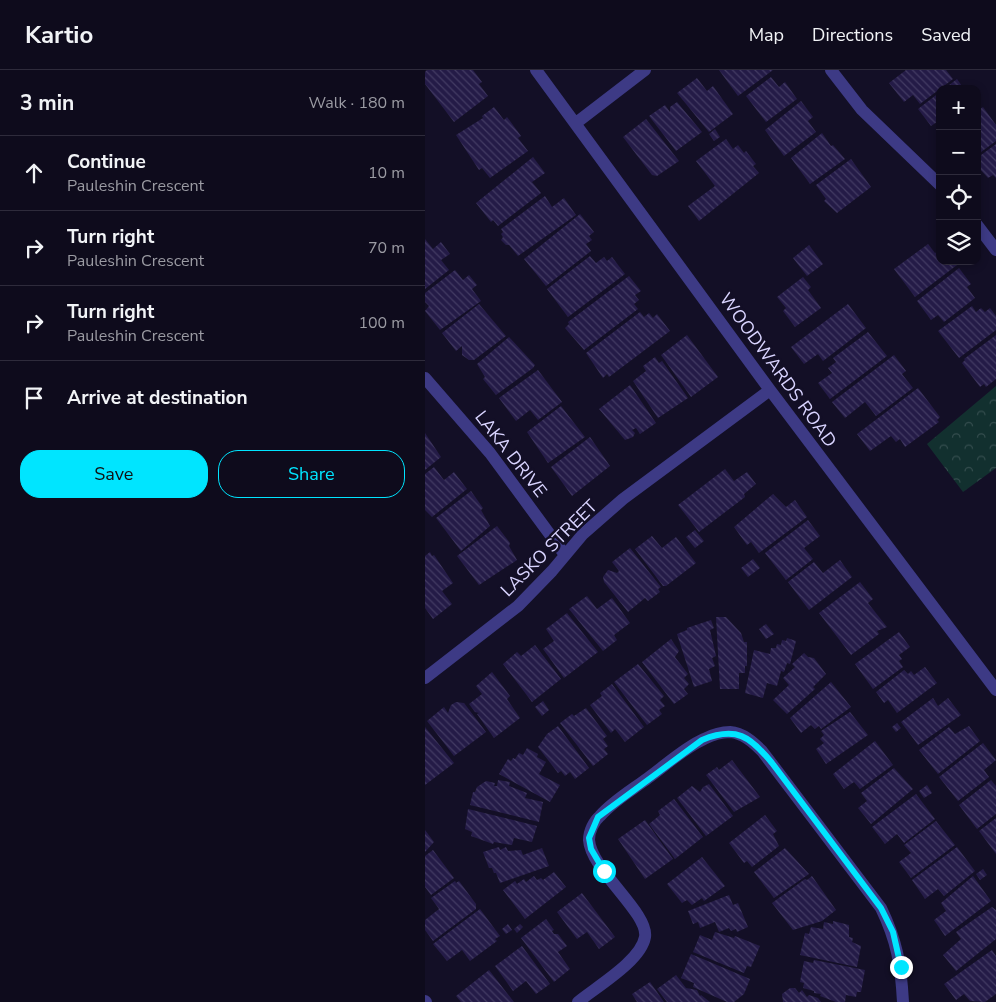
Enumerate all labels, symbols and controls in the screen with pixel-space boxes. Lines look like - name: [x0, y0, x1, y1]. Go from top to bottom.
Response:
- text: Kartio: [25, 19, 93, 51]
- text: Map: [749, 23, 784, 47]
- text: Directions: [812, 23, 893, 47]
- text: Saved: [921, 23, 971, 47]
- map controls: [936, 85, 981, 265]
- button: +: [936, 85, 981, 130]
- text: 3 min: [20, 89, 74, 117]
- text: Walk · 180 m: [309, 92, 405, 114]
- button: −: [936, 130, 981, 175]
- text: Continue: [67, 149, 146, 175]
- icon: ahead: [20, 159, 48, 187]
- text: 10 m: [368, 162, 405, 184]
- text: Pauleshin Crescent: [67, 175, 204, 197]
- button: locate: [936, 175, 981, 220]
- button: layers: [936, 220, 981, 265]
- text: Turn right: [67, 224, 154, 250]
- icon: right: [20, 234, 48, 262]
- text: 70 m: [368, 237, 405, 259]
- text: Pauleshin Crescent: [67, 250, 204, 272]
- street label: WOODWARDS ROAD: [714, 288, 842, 452]
- text: Turn right: [67, 299, 154, 325]
- icon: right: [20, 309, 48, 337]
- text: 100 m: [358, 312, 405, 334]
- text: Pauleshin Crescent: [67, 325, 204, 347]
- icon: arrive: [20, 384, 48, 412]
- text: Arrive at destination: [67, 385, 248, 411]
- street label: LAKA DRIVE: [470, 406, 552, 502]
- button: Save: [20, 450, 208, 498]
- button: Share: [218, 450, 405, 498]
- street label: LASKO STREET: [495, 494, 603, 602]
- route start: [593, 860, 616, 883]
- route end: [890, 956, 913, 979]

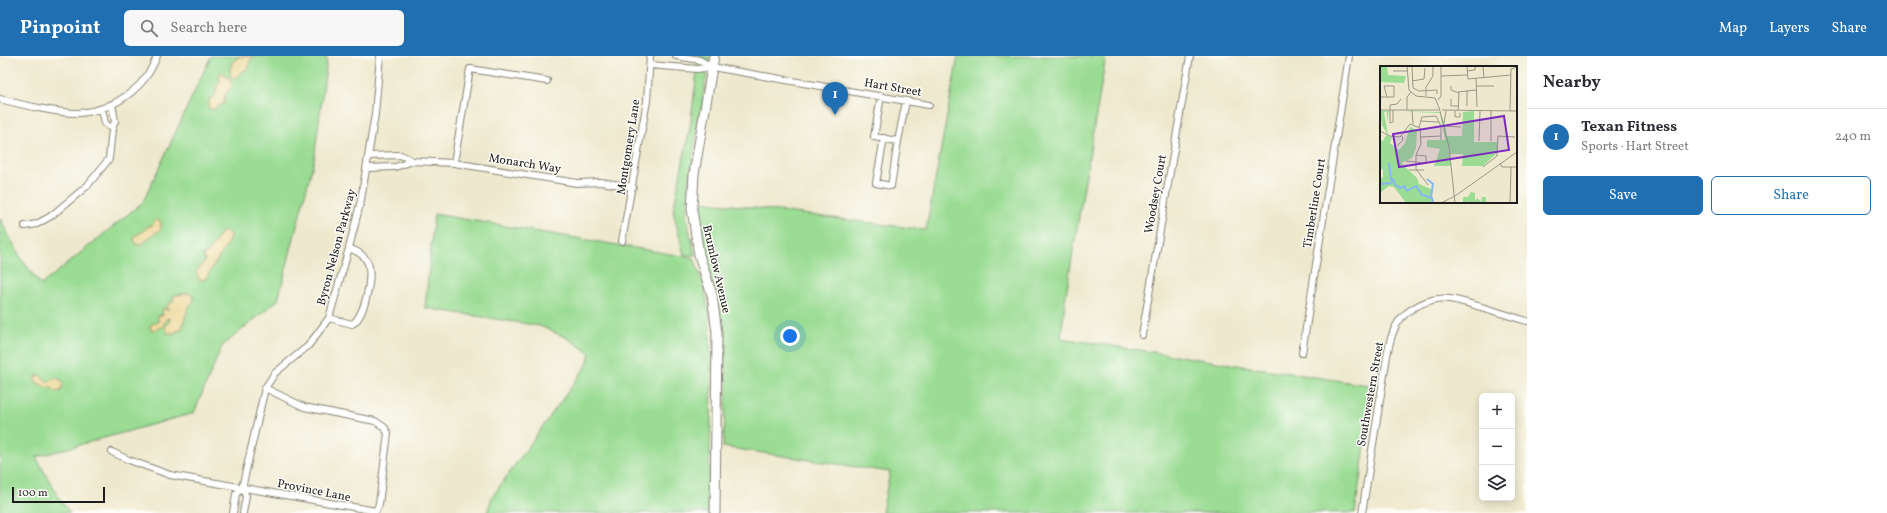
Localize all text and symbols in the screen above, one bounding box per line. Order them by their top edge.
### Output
----
What is expected: The answer must be an exact copy of the records above, with the pictures left out.

Reply to the exercise:
Enumerate all labels, symbols and controls in the screen with pixel-space boxes. Lines look like - name: [x0, y0, x1, y1]. Go from top to bottom.
Response:
- text: Kartio: [25, 19, 93, 51]
- text: Map: [749, 23, 784, 47]
- text: Directions: [812, 23, 893, 47]
- text: Saved: [921, 23, 971, 47]
- map controls: [936, 85, 981, 265]
- button: +: [936, 85, 981, 130]
- text: 3 min: [20, 89, 74, 117]
- text: Walk · 180 m: [309, 92, 405, 114]
- button: −: [936, 130, 981, 175]
- text: Continue: [67, 149, 146, 175]
- icon: ahead: [20, 159, 48, 187]
- text: 10 m: [368, 162, 405, 184]
- text: Pauleshin Crescent: [67, 175, 204, 197]
- button: locate: [936, 175, 981, 220]
- button: layers: [936, 220, 981, 265]
- text: Turn right: [67, 224, 154, 250]
- icon: right: [20, 234, 48, 262]
- text: 70 m: [368, 237, 405, 259]
- text: Pauleshin Crescent: [67, 250, 204, 272]
- street label: WOODWARDS ROAD: [714, 288, 842, 452]
- text: Turn right: [67, 299, 154, 325]
- icon: right: [20, 309, 48, 337]
- text: 100 m: [358, 312, 405, 334]
- text: Pauleshin Crescent: [67, 325, 204, 347]
- icon: arrive: [20, 384, 48, 412]
- text: Arrive at destination: [67, 385, 248, 411]
- street label: LAKA DRIVE: [470, 406, 552, 502]
- button: Save: [20, 450, 208, 498]
- button: Share: [218, 450, 405, 498]
- street label: LASKO STREET: [495, 494, 603, 602]
- route start: [593, 860, 616, 883]
- route end: [890, 956, 913, 979]

Localize all text and symbols in the screen above, one bounding box per line. Order them by their top edge.
### Output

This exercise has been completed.